AIM OF THE EXERCISE ▸ Filter the records below for the word "surface". Copy each line that holds it.

(Saved entries)
.....

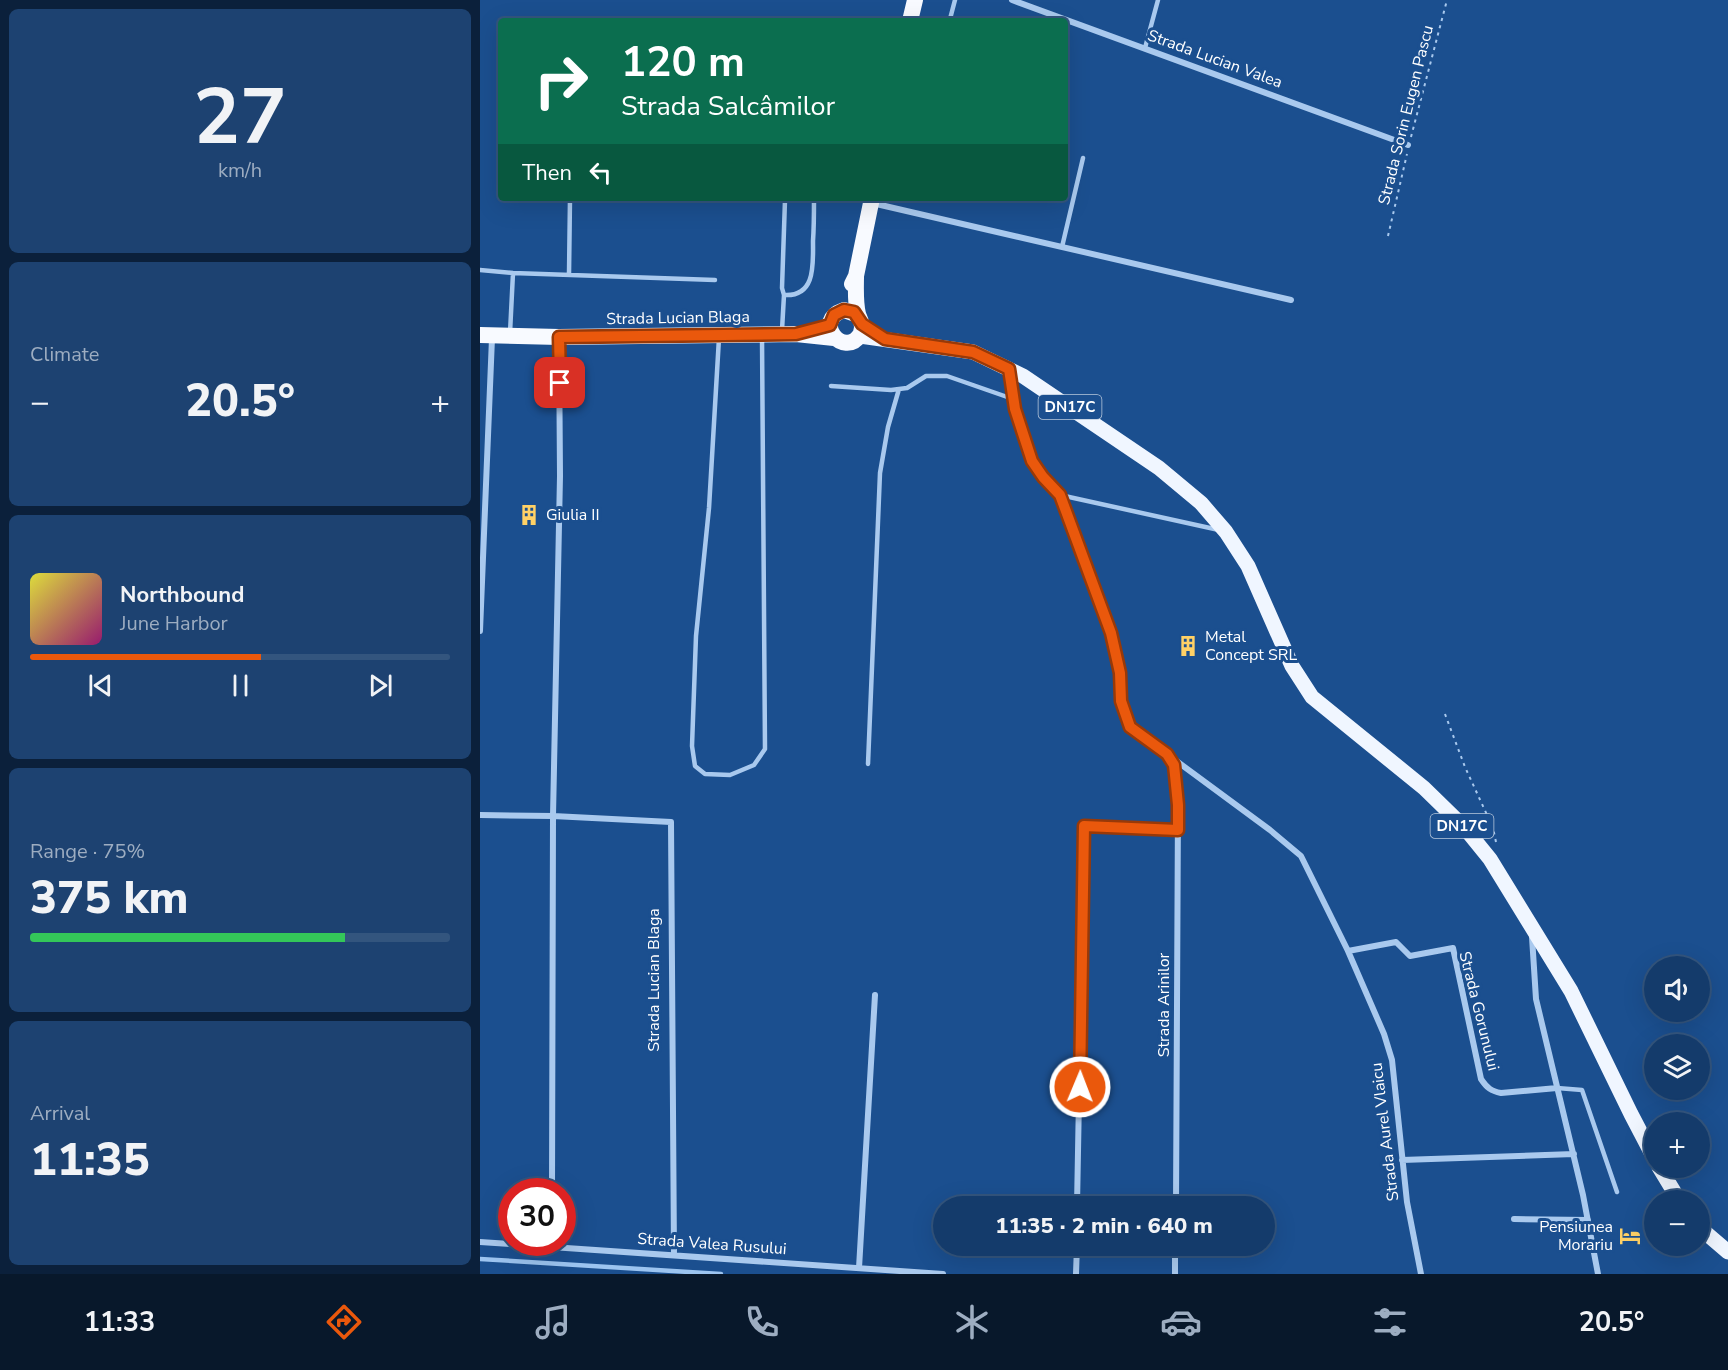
<!DOCTYPE html>
<meta charset="utf-8">
<style>
:root{--surface:#143b6b;--page:#1d4271;--text:#f1f3f6;--muted:#9dadc1;--line:#33557e;--accent:#ea580c}
body{margin:0;font-family:"Nunito Sans",sans-serif;background:var(--page);color:var(--text);height:100vh;display:flex;flex-direction:column;font-size:22px;white-space:nowrap}
*{box-sizing:border-box;margin:0}
p{font-size:20px;color:var(--muted)}
.icon{flex:none;width:33px;height:33px;fill:none;stroke:currentColor;stroke-width:2;stroke-linecap:round;stroke-linejoin:round}
.map{position:relative;flex:1;overflow:hidden}
.drawer{display:flex;flex-direction:column;gap:9px;padding:9px;background:#0b203b;width:480px}
.drawer>*{flex:none}
.hud{position:absolute;left:18px;top:18px;width:570px;height:183px;border-radius:6px;box-shadow:0 6px 24px #0002,0 0 0 2px var(--line);background:#0b6e4f;color:#fff;overflow:hidden}
.buttons{position:absolute;left:1164px;top:956px;display:grid;gap:12px}
.buttons a{display:grid;place-items:center;width:66px;height:66px;border-radius:50%;background:var(--surface);box-shadow:0 6px 24px #0002,0 0 0 2px var(--line);font-size:30px}
.speed{position:absolute;left:18px;top:1178px;display:flex;gap:12px;font-size:30px;font-weight:700;text-align:center}
.speed>*{display:grid;place-content:center;width:78px;height:78px;border-radius:50%;background:var(--surface);box-shadow:0 6px 24px #0002,0 0 0 2px var(--line);line-height:1}
.speed .limit{border:9px solid #d22;background:#fff;color:#111}
.pin{position:absolute;display:grid;place-items:center;width:51px;height:51px;color:#fff;margin:-26px;border-radius:12px;box-shadow:0 3px 9px #0006}
.me{position:absolute;width:66px;margin:-33px;rotate:1deg;stroke-linejoin:round;filter:drop-shadow(0 0 4px #0008)}
.turn{display:flex;align-items:center;gap:21px;height:126px;padding:0 24px;font-size:27px}
.turn .icon{width:78px;height:78px;stroke-width:2.5}
.turn b{display:block;font-size:42px;line-height:51px}
.then{display:flex;align-items:center;height:57px;padding:0 24px;background:#0003;gap:12px;font-size:22px}
.big{font-size:45px;font-weight:800;line-height:1.1}
.drawer .widget{flex:1;display:flex;flex-direction:column;justify-content:center;gap:9px;min-width:0;padding:0 21px;border-radius:9px;background:var(--page)}
.drawer .dial{align-items:center;gap:0}
.dial b{font-size:78px;line-height:1}
.song{display:flex;align-items:center;gap:18px}
.cover{width:72px;height:72px;border-radius:9px;background:linear-gradient(135deg,hsl(60 70% 55%),hsl(320 70% 35%))}
.played{height:6px;border-radius:3px;background:linear-gradient(90deg,var(--accent) 55%,var(--line) 55%)}
.keys{display:flex;justify-content:space-around;direction:ltr}
.heat{display:flex;justify-content:space-between;align-items:center;font-size:33px;direction:ltr}
.charge{height:9px;border-radius:4px;background:linear-gradient(90deg,#34c759 75%,var(--line) 0)}
.trip{position:absolute;left:453px;top:1196px;width:342px;height:60px;border-radius:30px;background:var(--surface);box-shadow:0 6px 24px #0002,0 0 0 2px var(--line);font-weight:800;line-height:60px;text-align:center}
.tab-bar{display:flex;height:96px;justify-content:space-around;align-items:center;background:#08182b;color:var(--muted)}
.tab-bar .icon{width:42px;height:42px}
.tab-bar .on{color:var(--accent)}
.tab-bar b{font-size:27px;color:var(--text)}
main{display:flex;flex:1;min-height:0}
.map>svg:first-child{display:block}
.lines{fill:none;stroke-linecap:round;stroke-linejoin:round}
.stream{stroke:#9cc4f0;stroke-width:4.5}
.path{stroke:#a9c9ee;stroke-width:2;stroke-dasharray:3 4.5;stroke-linecap:butt}
.service{stroke:#a9c9ee;stroke-width:4.5}
.minor{stroke:#a9c9ee;stroke-width:6}
.primary{stroke:#f0f6ff;stroke-width:15}
.trunk{stroke:#f8faff;stroke-width:16}
.route-casing{stroke:#983908;stroke-width:15}
.route{stroke:#ea580c;stroke-width:10}
.labels{text-anchor:middle;dominant-baseline:central;stroke-width:6;stroke-linejoin:round;paint-order:stroke}
.shield{fill:#1b4f8f;stroke:#bbcadd;stroke-width:1.5}
.shield-label{font-size:15px;font-weight:bold;fill:#fff}
.street-label{font-size:16px;fill:#fff;stroke:#1b4f8f}
.poi-label{font-size:16px;fill:#fff;stroke:#1b4f8f;text-anchor:start}
</style>
<main>
<section class="drawer">
<div class="widget dial"><b>27</b><p>km/h</p></div>
<div class="widget"><p>Climate</p>
<div class="heat"><a>−</a><b class="big">20.5°</b><a>+</a></div>
</div>
<div class="widget">
<div class="song"><i class="cover"></i><div><b>Northbound</b><p>June Harbor</p></div></div>
<div class="played"></div>
<div class="keys"><svg class="icon" aria-label="previous" viewBox="0 0 24 24"><path d="M18 5L8 12l10 7zM5 5v14"/></svg><svg class="icon" aria-label="pause" viewBox="0 0 24 24"><path d="M8 5v14M16 5v14"/></svg><svg class="icon" aria-label="next" viewBox="0 0 24 24"><path d="M6 5l10 7-10 7zM19 5v14"/></svg></div>
</div>
<div class="widget"><p>Range · 75%</p><b class="big">375 km</b><div class="charge"></div></div>
<div class="widget"><p>Arrival</p><b class="big">11:35</b></div>
</section>
<div class="map">
<svg width="1248" height="1274" viewBox="0 0 1248 1274">
<rect width="100%" height="100%" fill="#1b4f8f"/>
<g class="lines">
<path class="stream" d="M0 1259 241 1274"/>
<path class="path" d="M931 137 967 0
M908 236 927 154
M965 714 985 767 1013 828 1016 842"/>
<path class="service" d="M470 19 475 0
M665 48 678 0
M582 247 603 158
M0 270 33 273 235 280
M89 275 90 198
M304 295 302 288 305 200
M302 330 304 295C336 297 333 264 333 241 334 227 334 212 334 198
M30 333 33 273
M239 338 229 508 216 636 212 746 215 766 225 774 250 775 274 765 285 749 282 337
M351 386 411 390 427 388 446 376H467L533 399
M580 495 739 530
M388 764 400 473 408 427 419 389
M1077 1088 1102 1090 1137 1192"/>
<path class="minor" d="M532 0 928 145
M392 203 811 300
M529 372 535 409 552 461 563 477 580 495 631 633 640 673 641 701 650 727 687 754 694 765 698 805 696 1206
M0 631 12 338
M691 757 790 830 821 856 868 951
M0 815 73 816 191 822 194 1255
M1052 937 1056 999 1103 1195 1118 1274
M922 1160 1094 1154
M72 1191 73 816 80 476 79 340
M597 1206 604 827 698 830
M1034 1219 1108 1220
M0 1242 463 1274
M379 1268 395 995
M596 1274 597 1245
M695 1274V1245
M941 1274 927 1202 912 1060 904 1034 868 951 916 942 930 956 973 948 1001 1079C1007 1088 1011 1091 1021 1093L1077 1088"/>
<path class="primary" d="M380 336 493 352 543 376 679 468 721 503 746 532 768 566 812 666 832 697 944 788 984 827 1010 859 1091 991 1151 1114 1174 1158
M1179 1167 1199 1200
M1220 1228 1248 1252"/>
<path class="trunk" d="M430 21 435 0
M376 276C376 288 375 302 378 314 379 318 382 321 382 327 382 328 381 334 380 335 364 359 331 321 364 310L378 315
M372 284 376 276 392 198
M0 335 79 337 316 334 354 338"/>
</g>
<g class="lines">
<defs>
<path id="route" d="M80 383 79 337 316 334 350 325 354 315 364 310 374 312 382 324 405 339 493 352 529 369 535 409 552 461 563 477 580 495 631 633 640 673 641 701 650 727 687 754 694 765 698 805V830L604 826 600 1087"/>
</defs>
<use href="#route" class="route-casing"/>
<use href="#route" class="route"/>
</g>
<defs>
<symbol id="building-bare" viewBox="-9 -9 18 18"><path d="M-4-6H4V6H1V3H-1V6H-4ZM-2.5-4.3h1.7v1.8h-1.7ZM.8-4.3h1.7v1.8H.8ZM-2.5-1h1.7V.8h-1.7ZM.8-1h1.7V.8H.8Z" fill="#ffd166" stroke="#1b4f8f" stroke-width="2.5" paint-order="stroke"/></symbol>
<symbol id="hotel-bare" viewBox="-9 -9 18 18"><path d="M-6-4.5h1.5V1H6V5H4.5V3h-9V5H-6ZM-4 0a1.8 1.8 0 1 1 3.6 0ZM.5 0V-2.5h3Q6-2.5 6 0Z" fill="#ffd166" stroke="#1b4f8f" stroke-width="2.5" paint-order="stroke"/></symbol>
</defs>
<g fill-rule="evenodd">
<use href="#building-bare" x="34" y="500" width="30" height="30"/>
<use href="#building-bare" x="693" y="631" width="30" height="30"/>
<use href="#hotel-bare" x="1135" y="1221" width="30" height="30"/>
</g>
<g class="labels">
<g class="shield">
<rect x="558.5" y="395" width="63" height="24" rx="4.5"/>
<rect x="950.5" y="814" width="63" height="24" rx="4.5"/>
</g>
<g class="shield-label">
<text x="590" y="407">DN17C</text>
<text x="982" y="826">DN17C</text>
</g>
<g class="street-label">
<text transform="translate(735 59) rotate(20)">Strada Lucian Valea</text>
<text transform="translate(926 115) rotate(-76)">Strada Sorin Eugen Pascu</text>
<text transform="translate(198 318) rotate(-1)">Strada Lucian Blaga</text>
<text transform="translate(174 980) rotate(-90)">Strada Lucian Blaga</text>
<text transform="translate(684 1005) rotate(-90)">Strada Arinilor</text>
<text transform="translate(999 1011) rotate(76)">Strada Gorunului</text>
<text transform="translate(905 1132) rotate(-97)">Strada Aurel Vlaicu</text>
<text transform="translate(232 1244) rotate(4)">Strada Valea Rusului</text>
</g>
<g class="poi-label">
<text x="66" y="515">Giulia II</text>
<text x="725" y="637">Metal<tspan x="725" dy="18">Concept SRL</tspan></text>
<text x="1133" y="1227" text-anchor="end">Pensiunea<tspan x="1133" dy="18">Morariu</tspan></text>
</g>
</g>
</svg>
<div class="buttons">
<a><svg class="icon" aria-label="sound" viewBox="0 0 24 24"><path d="M4 9h4l5-4v14l-5-4H4zM17 9q2 3 0 6"/></svg></a>
<a><svg class="icon" aria-label="layers" viewBox="0 0 24 24"><path d="M12 4l9 5-9 5-9-5zM3 14l9 5 9-5"/></svg></a>
<a>+</a>
<a>−</a>
</div>
<div class="speed"><div class="limit">30</div></div>
<div class="pin" style="left:80px;top:383px;background:#d93025"><svg class="icon" aria-label="arrive" viewBox="0 0 24 24"><path d="M6 21V4h12l-3 4 3 4H6"/></svg></div>
<svg class="me" style="left:600px;top:1087px" viewBox="-20 -20 40 40"><circle r="17" fill="#ea580c" stroke="#fff" stroke-width="3"/><path d="M0-11L8 9 0 5-8 9z" fill="#fff"/></svg>
<div class="trip">11:35 · 2 min · 640 m</div>
<div class="hud">
<div class="turn"><svg class="icon" aria-label="right" viewBox="0 0 24 24"><path d="M7 20v-9h11M14 6l5 5-5 5"/></svg><div><b>120 m</b>Strada Salcâmilor</div></div>
<div class="then">Then<svg class="icon" aria-label="left" viewBox="0 0 24 24"><path d="M17 20v-9H6M10 6l-5 5 5 5"/></svg></div>
</div>
</div>
</main>
<nav class="tab-bar">
<b>11:33</b>
<svg class="icon on" aria-label="directions" viewBox="0 0 24 24"><path d="M12 3l9 9-9 9-9-9zM9 14v-3h6M13 9l2 2-2 2"/></svg>
<svg class="icon" aria-label="music" viewBox="0 0 24 24"><path d="M9 18V5l10-2v13"/><circle cx="6" cy="18" r="3"/><circle cx="16" cy="16" r="3"/></svg>
<svg class="icon" aria-label="phone" viewBox="0 0 24 24"><path d="M5 4h4l2 5-3 2q2 4 5 5l2-3 5 2v4C11 20 4 13 5 4z"/></svg>
<svg class="icon" aria-label="climate" viewBox="0 0 24 24"><path d="M12 3v18M4 7l16 10M4 17L20 7"/></svg>
<svg class="icon" aria-label="car" viewBox="0 0 24 24"><path d="M5 17H2v-5l4-1 3-4h7l3 4 3 1v5h-3M9 17h6M6 11h13"/><circle cx="7" cy="17" r="2"/><circle cx="17" cy="17" r="2"/></svg>
<svg class="icon" aria-label="filters" viewBox="0 0 24 24"><path d="M4 7h16M4 17h16"/><circle cx="9" cy="7" r="2"/><circle cx="15" cy="17" r="2"/></svg>
<b>20.5°</b>
</nav>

.....

EXPECTED ANSWER ▸
:root{--surface:#143b6b;--page:#1d4271;--text:#f1f3f6;--muted:#9dadc1;--line:#33557e;--accent:#ea580c}
.buttons a{display:grid;place-items:center;width:66px;height:66px;border-radius:50%;background:var(--surface);box-shadow:0 6px 24px #0002,0 0 0 2px var(--line);font-size:30px}
.speed>*{display:grid;place-content:center;width:78px;height:78px;border-radius:50%;background:var(--surface);box-shadow:0 6px 24px #0002,0 0 0 2px var(--line);line-height:1}
.trip{position:absolute;left:453px;top:1196px;width:342px;height:60px;border-radius:30px;background:var(--surface);box-shadow:0 6px 24px #0002,0 0 0 2px var(--line);font-weight:800;line-height:60px;text-align:center}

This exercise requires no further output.